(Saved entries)
▼
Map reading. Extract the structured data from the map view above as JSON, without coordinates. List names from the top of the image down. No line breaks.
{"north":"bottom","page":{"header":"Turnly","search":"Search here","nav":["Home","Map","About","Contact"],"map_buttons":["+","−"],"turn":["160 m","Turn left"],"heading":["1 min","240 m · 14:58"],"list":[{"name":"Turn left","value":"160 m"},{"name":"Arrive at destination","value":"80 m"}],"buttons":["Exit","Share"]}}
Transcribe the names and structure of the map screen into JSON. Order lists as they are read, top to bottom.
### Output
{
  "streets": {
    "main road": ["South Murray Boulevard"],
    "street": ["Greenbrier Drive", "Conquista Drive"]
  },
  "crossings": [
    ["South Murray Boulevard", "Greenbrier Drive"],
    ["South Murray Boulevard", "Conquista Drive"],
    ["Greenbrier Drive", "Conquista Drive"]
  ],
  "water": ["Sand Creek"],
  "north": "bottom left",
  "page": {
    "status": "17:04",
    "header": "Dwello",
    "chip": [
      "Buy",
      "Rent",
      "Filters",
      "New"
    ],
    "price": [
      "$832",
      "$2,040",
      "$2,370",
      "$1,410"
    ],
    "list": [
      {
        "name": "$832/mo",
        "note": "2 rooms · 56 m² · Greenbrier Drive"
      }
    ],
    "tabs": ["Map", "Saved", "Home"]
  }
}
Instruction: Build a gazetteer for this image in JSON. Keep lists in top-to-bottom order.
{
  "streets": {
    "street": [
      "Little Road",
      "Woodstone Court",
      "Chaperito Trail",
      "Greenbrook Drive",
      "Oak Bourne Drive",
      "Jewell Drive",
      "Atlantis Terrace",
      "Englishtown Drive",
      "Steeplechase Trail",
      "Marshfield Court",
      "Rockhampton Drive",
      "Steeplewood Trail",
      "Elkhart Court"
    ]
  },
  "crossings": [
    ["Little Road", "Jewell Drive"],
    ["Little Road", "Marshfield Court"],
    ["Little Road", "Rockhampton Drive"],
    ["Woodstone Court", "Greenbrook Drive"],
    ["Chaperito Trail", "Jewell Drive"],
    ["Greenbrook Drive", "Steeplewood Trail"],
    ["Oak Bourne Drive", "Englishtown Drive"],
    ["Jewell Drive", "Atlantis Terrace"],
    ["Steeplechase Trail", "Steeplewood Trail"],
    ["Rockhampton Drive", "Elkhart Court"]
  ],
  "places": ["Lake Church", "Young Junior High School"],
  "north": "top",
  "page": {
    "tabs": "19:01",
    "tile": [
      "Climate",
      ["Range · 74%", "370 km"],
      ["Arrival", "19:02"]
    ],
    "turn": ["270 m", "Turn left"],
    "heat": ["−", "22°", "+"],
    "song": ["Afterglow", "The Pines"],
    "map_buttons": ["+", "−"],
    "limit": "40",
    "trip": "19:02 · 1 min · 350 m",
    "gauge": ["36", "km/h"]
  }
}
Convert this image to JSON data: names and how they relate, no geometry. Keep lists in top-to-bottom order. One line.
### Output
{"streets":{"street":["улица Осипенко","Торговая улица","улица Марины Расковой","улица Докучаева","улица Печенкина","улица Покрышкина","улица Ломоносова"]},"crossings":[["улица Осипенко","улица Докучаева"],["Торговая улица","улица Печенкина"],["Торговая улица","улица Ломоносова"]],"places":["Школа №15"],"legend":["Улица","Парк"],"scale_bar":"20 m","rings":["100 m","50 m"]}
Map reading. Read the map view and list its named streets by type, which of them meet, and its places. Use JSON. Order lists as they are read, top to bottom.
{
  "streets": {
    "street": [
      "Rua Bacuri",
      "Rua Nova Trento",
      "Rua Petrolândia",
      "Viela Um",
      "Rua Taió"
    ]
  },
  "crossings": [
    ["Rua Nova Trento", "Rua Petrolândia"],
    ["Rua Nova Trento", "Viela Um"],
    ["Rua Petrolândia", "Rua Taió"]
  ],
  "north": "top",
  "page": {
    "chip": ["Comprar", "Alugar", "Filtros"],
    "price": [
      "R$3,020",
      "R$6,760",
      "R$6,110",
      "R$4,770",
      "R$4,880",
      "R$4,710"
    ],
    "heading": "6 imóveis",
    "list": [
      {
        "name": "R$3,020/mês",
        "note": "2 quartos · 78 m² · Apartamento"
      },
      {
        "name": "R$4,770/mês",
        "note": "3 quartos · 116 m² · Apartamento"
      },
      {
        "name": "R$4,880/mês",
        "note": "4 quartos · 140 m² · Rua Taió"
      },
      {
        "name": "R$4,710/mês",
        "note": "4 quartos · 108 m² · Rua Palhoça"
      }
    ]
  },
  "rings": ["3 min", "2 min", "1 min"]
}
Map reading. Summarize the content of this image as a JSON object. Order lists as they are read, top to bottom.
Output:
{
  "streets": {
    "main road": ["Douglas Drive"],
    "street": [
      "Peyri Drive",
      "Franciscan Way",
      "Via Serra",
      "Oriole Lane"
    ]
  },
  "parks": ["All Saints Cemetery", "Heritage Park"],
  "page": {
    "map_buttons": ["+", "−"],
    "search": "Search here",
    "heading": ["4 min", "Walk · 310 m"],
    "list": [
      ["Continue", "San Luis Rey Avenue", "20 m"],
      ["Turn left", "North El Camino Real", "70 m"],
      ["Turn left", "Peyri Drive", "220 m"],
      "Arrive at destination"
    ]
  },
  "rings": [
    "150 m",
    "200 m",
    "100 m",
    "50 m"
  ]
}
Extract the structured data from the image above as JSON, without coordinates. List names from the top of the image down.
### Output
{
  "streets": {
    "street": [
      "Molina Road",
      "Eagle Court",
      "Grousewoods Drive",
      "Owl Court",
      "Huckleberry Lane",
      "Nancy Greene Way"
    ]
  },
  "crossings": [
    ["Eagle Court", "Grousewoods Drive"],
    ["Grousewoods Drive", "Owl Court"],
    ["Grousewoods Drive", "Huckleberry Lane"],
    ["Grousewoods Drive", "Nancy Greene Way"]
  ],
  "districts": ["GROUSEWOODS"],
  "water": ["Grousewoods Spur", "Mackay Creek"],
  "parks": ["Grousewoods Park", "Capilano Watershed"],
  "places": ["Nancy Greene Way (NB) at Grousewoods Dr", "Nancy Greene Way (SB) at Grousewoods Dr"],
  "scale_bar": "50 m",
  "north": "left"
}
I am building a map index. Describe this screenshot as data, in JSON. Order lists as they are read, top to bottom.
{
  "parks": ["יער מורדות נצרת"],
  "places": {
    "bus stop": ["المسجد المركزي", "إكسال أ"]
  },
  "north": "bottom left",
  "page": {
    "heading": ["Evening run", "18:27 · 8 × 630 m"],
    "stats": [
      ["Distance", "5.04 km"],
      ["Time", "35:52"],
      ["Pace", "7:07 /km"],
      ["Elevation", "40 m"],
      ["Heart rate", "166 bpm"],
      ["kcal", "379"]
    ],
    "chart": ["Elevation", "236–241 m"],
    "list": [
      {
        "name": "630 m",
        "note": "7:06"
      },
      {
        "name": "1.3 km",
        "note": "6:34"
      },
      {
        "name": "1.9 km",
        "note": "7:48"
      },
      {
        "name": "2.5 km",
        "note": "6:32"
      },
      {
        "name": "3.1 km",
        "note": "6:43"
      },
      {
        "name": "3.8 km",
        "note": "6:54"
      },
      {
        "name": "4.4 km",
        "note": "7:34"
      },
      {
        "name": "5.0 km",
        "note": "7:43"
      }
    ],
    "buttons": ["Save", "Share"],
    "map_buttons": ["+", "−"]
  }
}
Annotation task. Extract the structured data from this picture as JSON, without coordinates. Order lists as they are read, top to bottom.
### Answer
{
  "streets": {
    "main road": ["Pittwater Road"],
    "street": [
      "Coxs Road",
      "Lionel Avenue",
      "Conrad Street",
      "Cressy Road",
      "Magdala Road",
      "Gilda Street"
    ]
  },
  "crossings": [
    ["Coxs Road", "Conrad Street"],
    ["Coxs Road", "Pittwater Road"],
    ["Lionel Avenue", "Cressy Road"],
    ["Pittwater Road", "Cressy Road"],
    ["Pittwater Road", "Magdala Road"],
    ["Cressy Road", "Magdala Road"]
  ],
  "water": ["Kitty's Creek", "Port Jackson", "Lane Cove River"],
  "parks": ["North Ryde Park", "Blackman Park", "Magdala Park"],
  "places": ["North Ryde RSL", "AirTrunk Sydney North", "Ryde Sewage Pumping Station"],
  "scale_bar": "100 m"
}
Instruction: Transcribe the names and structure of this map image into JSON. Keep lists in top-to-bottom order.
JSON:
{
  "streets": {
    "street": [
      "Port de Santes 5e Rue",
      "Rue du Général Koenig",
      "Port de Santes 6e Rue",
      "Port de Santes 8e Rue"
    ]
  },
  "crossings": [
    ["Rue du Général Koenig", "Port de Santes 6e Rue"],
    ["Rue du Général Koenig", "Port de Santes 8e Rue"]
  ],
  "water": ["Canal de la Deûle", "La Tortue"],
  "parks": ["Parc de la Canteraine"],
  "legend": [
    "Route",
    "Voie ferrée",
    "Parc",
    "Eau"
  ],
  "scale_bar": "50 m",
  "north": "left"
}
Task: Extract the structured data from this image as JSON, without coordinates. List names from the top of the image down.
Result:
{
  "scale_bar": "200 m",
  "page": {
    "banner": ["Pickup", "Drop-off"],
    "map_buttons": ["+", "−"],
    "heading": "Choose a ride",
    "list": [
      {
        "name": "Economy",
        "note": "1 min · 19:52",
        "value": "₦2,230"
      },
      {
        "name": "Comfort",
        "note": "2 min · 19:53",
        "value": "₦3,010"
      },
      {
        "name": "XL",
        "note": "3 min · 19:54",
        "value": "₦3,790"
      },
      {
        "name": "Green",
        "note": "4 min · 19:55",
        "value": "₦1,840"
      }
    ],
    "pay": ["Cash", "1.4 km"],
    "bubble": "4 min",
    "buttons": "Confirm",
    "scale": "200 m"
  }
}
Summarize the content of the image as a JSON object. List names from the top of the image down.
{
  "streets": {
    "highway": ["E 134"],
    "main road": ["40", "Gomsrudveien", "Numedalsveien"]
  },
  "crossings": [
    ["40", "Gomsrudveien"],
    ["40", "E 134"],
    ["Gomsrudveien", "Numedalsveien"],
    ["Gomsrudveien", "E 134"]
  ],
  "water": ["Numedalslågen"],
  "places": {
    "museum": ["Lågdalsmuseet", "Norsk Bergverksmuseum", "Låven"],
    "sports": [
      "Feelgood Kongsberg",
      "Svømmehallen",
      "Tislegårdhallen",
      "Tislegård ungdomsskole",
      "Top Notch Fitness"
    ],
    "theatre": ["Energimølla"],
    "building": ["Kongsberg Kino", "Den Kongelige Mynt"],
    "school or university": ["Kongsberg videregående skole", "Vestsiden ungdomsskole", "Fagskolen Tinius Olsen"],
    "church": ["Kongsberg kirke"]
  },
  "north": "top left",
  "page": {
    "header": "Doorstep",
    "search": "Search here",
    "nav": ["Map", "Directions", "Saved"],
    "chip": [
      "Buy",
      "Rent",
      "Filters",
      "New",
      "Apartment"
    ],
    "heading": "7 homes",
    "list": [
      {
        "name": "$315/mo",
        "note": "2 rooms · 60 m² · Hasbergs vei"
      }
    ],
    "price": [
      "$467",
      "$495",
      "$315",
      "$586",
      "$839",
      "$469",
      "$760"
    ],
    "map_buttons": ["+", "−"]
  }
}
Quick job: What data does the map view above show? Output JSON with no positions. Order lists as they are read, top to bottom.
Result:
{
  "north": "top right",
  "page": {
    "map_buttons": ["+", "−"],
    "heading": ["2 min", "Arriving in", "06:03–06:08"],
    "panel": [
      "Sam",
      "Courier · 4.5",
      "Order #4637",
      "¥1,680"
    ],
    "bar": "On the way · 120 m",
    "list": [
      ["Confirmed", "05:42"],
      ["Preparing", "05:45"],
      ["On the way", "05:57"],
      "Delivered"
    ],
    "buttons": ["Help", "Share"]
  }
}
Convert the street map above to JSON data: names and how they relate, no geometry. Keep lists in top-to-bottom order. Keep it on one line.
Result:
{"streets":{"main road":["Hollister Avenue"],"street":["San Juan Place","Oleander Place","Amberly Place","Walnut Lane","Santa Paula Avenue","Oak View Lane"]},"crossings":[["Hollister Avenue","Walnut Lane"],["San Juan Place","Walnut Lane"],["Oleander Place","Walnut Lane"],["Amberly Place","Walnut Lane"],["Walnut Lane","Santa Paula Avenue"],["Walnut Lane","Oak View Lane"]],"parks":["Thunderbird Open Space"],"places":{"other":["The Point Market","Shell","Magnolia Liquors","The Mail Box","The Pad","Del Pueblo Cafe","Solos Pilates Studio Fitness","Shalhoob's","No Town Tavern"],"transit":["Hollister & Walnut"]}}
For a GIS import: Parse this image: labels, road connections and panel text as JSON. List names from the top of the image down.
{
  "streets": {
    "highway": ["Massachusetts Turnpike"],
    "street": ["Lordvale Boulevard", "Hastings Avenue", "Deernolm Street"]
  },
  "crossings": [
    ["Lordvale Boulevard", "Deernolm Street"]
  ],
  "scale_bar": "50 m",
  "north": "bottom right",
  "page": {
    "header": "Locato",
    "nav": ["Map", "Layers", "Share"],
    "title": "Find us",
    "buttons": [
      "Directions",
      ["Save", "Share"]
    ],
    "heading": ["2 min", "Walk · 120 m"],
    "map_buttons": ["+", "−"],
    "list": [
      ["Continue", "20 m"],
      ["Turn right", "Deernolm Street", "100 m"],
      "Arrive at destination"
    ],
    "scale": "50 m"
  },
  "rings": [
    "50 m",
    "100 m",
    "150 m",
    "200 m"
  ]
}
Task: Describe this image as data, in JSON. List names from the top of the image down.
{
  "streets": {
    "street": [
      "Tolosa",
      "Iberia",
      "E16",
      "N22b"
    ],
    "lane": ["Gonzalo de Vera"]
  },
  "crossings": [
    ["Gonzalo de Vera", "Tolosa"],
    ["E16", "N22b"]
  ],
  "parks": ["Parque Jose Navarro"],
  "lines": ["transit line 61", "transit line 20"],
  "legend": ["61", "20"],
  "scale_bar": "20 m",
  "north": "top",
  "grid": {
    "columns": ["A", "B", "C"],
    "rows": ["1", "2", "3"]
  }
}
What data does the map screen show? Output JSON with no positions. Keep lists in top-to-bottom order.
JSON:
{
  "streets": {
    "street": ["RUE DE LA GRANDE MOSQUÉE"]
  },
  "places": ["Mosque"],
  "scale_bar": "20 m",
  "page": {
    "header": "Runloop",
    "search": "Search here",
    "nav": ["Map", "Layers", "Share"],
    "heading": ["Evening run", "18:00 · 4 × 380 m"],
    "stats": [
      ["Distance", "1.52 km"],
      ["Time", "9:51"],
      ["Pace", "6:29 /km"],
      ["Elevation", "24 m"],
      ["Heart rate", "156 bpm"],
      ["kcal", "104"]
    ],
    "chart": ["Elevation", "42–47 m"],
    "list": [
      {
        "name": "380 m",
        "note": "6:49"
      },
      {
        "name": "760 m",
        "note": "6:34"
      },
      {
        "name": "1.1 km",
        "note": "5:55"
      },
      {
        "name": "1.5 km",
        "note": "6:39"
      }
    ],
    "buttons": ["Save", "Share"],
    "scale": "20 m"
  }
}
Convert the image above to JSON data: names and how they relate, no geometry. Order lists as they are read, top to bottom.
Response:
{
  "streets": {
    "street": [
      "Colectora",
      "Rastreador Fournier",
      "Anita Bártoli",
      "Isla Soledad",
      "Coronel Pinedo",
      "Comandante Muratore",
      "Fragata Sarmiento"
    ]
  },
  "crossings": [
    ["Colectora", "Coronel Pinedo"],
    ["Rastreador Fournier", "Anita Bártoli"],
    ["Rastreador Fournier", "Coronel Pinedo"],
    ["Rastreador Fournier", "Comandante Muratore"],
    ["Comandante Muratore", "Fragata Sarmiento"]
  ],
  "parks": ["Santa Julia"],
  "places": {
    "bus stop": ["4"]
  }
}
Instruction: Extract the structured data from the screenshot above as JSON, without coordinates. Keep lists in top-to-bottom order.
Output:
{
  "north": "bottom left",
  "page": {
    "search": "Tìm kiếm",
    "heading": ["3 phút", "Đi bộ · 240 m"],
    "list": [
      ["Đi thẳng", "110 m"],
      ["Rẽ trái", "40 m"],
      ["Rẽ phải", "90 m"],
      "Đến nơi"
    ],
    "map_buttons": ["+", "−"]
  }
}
▲
• EXERCISE DETAILS
Lines holding "What": copy each one from the records above.

• SOLUTION TO THIS EXERCISE
Quick job: What data does the map view above show? Output JSON with no positions. Order lists as they are read, top to bottom.
What data does the map screen show? Output JSON with no positions. Keep lists in top-to-bottom order.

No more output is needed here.